**Task description**
Please repeat only the stretch of records running from the first line through the line that contains "0 #d6d4c9) drop-shadow(-2px".

**Saved entries**
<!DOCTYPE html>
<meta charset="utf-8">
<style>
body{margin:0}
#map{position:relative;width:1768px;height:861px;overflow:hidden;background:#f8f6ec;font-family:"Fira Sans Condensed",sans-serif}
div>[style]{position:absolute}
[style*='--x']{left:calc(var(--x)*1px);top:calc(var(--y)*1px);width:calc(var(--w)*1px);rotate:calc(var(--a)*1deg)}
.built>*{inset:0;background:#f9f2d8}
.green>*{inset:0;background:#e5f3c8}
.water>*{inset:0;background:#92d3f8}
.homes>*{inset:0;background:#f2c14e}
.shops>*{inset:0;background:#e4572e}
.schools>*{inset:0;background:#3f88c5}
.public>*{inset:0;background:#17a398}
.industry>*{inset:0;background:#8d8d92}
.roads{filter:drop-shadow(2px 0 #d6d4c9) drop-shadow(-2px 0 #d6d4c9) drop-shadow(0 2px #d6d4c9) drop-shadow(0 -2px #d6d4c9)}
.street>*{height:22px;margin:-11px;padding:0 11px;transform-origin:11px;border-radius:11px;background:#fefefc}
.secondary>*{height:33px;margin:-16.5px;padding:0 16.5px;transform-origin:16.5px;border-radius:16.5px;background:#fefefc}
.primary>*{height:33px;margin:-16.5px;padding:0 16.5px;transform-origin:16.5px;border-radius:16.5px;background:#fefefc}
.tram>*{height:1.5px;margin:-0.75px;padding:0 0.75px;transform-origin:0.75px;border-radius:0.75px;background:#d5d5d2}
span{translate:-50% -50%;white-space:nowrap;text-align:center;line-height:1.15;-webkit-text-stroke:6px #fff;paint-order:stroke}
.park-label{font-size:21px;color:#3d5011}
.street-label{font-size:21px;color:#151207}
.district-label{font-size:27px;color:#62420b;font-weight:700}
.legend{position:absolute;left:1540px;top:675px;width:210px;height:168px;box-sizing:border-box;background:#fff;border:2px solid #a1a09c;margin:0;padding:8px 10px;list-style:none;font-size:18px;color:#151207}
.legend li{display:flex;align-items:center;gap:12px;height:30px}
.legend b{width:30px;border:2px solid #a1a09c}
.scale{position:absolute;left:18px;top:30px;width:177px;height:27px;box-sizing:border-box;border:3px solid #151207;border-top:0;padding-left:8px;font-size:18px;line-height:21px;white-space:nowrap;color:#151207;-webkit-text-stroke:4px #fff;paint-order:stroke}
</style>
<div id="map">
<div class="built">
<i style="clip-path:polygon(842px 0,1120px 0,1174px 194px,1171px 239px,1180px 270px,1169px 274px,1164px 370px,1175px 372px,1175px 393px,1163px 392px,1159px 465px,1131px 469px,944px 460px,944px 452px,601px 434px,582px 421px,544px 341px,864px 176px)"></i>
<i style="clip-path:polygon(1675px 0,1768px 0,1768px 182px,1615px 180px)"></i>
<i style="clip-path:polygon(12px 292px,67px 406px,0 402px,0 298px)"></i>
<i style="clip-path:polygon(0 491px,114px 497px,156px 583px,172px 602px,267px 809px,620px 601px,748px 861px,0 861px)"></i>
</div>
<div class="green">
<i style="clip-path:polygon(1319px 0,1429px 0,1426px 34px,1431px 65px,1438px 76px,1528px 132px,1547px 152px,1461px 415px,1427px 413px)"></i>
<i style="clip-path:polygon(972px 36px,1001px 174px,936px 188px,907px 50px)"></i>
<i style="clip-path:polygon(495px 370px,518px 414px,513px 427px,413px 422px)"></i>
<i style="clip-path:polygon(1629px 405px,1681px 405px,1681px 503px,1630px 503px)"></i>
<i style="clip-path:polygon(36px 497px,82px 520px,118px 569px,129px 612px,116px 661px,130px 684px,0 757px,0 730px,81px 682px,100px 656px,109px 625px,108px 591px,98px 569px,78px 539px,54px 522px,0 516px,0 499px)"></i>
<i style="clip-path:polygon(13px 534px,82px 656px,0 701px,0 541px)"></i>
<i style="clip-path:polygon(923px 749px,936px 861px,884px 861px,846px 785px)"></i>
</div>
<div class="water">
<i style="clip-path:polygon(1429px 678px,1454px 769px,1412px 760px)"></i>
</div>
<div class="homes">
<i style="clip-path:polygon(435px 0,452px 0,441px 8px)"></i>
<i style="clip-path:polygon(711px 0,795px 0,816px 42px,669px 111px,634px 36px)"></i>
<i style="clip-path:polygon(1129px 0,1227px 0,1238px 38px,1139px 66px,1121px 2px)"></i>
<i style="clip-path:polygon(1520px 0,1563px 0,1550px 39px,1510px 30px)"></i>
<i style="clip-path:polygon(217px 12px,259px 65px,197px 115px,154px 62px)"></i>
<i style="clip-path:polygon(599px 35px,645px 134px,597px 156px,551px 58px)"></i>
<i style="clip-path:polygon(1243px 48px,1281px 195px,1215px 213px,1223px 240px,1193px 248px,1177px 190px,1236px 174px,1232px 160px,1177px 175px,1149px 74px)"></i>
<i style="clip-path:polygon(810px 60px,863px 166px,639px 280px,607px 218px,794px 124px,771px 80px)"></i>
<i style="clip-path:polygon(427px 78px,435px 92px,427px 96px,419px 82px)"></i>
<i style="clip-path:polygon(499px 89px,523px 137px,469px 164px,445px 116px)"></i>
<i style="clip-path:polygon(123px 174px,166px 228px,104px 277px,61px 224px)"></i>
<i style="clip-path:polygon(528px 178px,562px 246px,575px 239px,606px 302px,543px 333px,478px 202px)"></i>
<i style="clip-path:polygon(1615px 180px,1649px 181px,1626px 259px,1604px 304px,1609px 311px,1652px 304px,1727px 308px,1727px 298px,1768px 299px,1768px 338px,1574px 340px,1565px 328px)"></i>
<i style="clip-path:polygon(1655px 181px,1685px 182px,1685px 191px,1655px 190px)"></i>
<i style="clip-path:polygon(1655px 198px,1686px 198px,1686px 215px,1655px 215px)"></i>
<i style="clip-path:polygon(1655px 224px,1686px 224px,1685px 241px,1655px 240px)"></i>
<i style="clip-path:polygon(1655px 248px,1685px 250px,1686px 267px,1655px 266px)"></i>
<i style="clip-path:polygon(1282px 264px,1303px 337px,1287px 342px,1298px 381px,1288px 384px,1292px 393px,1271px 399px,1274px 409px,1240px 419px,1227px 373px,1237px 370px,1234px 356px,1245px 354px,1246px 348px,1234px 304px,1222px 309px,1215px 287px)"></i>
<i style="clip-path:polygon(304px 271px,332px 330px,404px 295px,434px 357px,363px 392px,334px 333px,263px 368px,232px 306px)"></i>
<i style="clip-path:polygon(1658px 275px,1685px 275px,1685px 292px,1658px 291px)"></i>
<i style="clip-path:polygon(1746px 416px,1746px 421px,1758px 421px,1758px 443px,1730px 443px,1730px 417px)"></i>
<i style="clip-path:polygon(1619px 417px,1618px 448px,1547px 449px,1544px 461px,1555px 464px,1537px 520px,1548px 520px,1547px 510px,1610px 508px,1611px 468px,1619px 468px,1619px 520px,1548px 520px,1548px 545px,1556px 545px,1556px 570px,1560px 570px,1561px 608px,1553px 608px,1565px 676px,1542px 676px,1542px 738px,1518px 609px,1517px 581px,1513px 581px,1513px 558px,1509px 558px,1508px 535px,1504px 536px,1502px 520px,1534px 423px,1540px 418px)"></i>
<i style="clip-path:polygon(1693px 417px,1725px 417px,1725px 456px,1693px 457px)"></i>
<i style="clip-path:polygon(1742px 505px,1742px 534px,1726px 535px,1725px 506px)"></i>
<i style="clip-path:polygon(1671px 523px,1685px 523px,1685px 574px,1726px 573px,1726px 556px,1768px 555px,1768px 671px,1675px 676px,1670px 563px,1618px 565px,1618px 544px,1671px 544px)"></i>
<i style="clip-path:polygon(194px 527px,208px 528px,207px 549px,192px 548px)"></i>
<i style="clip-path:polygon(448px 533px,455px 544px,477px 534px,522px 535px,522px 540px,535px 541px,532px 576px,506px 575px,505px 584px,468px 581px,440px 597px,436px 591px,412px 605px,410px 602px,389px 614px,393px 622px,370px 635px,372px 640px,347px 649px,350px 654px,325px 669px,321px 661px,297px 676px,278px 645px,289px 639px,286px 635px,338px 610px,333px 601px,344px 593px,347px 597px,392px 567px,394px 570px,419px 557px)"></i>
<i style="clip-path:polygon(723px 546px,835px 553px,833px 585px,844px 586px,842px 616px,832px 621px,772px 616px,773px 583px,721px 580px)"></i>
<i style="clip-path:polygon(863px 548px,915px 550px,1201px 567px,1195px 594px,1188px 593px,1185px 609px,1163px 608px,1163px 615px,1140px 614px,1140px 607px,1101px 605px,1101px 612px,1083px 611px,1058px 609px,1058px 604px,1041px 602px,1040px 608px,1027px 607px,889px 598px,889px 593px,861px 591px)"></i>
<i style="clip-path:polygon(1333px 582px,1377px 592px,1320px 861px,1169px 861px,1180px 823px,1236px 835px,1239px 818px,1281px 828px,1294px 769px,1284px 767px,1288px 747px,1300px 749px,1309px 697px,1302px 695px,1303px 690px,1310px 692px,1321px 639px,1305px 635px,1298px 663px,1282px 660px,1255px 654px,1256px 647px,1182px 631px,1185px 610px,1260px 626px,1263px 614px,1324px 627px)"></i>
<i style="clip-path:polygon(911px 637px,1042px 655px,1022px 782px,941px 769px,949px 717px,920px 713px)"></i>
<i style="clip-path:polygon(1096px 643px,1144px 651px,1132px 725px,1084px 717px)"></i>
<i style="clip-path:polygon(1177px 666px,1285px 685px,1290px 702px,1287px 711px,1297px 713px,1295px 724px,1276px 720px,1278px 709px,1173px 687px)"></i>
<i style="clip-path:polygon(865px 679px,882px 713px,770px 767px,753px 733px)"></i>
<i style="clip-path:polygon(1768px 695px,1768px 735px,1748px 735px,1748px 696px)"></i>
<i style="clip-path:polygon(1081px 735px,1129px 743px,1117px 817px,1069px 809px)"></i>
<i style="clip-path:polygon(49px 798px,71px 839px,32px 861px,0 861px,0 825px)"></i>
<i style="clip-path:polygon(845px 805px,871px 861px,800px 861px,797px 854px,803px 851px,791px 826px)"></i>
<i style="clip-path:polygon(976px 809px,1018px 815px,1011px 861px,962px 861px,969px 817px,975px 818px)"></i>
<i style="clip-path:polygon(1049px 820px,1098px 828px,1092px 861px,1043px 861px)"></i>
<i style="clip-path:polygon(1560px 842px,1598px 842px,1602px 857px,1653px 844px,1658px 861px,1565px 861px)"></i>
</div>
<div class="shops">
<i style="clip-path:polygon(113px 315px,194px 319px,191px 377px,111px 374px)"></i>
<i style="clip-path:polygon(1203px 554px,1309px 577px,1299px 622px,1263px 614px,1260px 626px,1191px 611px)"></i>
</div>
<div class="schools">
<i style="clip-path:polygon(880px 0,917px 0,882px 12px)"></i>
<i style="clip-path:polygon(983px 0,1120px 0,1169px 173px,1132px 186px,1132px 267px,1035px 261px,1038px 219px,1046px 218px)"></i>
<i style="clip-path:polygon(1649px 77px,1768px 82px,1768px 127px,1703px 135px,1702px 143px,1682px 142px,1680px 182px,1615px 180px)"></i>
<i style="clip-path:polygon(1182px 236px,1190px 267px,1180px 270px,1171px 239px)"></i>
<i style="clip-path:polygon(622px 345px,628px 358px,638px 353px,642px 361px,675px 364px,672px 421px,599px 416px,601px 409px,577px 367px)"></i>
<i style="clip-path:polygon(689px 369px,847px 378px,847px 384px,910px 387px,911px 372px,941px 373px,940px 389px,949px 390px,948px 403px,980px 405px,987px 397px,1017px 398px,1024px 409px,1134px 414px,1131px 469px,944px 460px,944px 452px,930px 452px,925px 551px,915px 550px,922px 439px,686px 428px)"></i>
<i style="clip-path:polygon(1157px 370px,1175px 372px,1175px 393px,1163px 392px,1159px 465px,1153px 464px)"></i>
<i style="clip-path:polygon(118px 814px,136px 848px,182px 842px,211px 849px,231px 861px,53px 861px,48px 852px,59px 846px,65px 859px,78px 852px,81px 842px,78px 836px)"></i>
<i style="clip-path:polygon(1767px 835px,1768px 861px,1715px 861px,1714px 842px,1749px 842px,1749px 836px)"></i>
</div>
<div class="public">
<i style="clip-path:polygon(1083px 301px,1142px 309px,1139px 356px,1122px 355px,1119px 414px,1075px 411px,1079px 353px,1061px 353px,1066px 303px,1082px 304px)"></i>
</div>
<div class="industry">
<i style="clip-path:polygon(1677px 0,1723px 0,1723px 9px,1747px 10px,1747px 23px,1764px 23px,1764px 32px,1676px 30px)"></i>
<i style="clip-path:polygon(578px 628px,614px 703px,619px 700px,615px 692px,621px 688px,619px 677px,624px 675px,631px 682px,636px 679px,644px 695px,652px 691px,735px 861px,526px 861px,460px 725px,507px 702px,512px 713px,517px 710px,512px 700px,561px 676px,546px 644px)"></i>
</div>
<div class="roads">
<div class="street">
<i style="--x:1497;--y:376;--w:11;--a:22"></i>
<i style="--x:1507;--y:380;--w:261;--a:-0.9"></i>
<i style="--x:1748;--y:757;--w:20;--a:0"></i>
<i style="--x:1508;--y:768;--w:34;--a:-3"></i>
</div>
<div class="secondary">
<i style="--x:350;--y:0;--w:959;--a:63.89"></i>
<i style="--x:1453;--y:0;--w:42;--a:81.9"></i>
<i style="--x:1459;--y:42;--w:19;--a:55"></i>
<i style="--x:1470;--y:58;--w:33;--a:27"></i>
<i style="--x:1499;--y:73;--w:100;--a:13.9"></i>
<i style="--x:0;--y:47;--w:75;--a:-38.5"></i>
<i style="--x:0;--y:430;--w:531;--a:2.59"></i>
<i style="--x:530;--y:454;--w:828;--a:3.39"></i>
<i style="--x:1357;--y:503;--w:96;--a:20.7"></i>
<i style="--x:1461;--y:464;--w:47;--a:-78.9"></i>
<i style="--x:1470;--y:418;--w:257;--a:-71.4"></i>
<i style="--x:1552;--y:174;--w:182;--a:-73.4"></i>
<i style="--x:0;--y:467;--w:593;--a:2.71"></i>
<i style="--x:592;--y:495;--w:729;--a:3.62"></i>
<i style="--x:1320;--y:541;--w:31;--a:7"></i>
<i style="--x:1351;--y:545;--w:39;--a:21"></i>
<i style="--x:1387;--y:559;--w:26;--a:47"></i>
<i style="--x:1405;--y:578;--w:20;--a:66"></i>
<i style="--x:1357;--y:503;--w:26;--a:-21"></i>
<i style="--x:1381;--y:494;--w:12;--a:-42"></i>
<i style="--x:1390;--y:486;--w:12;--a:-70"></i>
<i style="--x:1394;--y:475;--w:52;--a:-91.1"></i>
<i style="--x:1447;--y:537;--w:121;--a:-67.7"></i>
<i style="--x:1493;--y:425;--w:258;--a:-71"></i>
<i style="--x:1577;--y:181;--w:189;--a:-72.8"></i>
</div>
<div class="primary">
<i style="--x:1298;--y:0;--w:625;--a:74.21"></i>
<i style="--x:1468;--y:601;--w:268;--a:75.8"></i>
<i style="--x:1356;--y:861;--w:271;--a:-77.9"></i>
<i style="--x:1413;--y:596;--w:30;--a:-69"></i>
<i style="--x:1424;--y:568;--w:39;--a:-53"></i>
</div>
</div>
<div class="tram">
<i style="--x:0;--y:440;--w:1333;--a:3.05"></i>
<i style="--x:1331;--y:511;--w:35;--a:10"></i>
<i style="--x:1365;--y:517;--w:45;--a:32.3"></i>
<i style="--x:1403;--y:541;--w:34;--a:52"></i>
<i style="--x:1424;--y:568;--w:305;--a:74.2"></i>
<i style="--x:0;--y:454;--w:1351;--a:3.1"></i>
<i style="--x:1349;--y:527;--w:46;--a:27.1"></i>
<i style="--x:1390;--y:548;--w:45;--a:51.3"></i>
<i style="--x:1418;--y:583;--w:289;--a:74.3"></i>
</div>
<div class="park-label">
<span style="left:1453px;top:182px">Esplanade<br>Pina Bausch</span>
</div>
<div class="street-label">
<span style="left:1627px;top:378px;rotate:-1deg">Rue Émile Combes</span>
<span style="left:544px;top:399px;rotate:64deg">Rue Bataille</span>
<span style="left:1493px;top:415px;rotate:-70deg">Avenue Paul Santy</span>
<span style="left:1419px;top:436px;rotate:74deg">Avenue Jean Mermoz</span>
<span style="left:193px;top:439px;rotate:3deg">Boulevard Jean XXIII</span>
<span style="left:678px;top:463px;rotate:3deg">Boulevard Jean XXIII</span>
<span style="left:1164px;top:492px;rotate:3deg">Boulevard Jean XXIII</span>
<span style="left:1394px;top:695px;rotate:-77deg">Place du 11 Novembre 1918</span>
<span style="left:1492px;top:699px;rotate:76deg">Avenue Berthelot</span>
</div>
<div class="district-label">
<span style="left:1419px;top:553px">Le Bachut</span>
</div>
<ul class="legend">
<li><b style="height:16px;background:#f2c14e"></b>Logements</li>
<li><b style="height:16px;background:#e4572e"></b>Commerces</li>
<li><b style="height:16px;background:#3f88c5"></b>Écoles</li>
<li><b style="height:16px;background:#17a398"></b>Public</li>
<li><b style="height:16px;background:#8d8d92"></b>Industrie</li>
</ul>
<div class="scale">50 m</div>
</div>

**Written solution**
<!DOCTYPE html>
<meta charset="utf-8">
<style>
body{margin:0}
#map{position:relative;width:1768px;height:861px;overflow:hidden;background:#f8f6ec;font-family:"Fira Sans Condensed",sans-serif}
div>[style]{position:absolute}
[style*='--x']{left:calc(var(--x)*1px);top:calc(var(--y)*1px);width:calc(var(--w)*1px);rotate:calc(var(--a)*1deg)}
.built>*{inset:0;background:#f9f2d8}
.green>*{inset:0;background:#e5f3c8}
.water>*{inset:0;background:#92d3f8}
.homes>*{inset:0;background:#f2c14e}
.shops>*{inset:0;background:#e4572e}
.schools>*{inset:0;background:#3f88c5}
.public>*{inset:0;background:#17a398}
.industry>*{inset:0;background:#8d8d92}
.roads{filter:drop-shadow(2px 0 #d6d4c9) drop-shadow(-2px 0 #d6d4c9) drop-shadow(0 2px #d6d4c9) drop-shadow(0 -2px #d6d4c9)}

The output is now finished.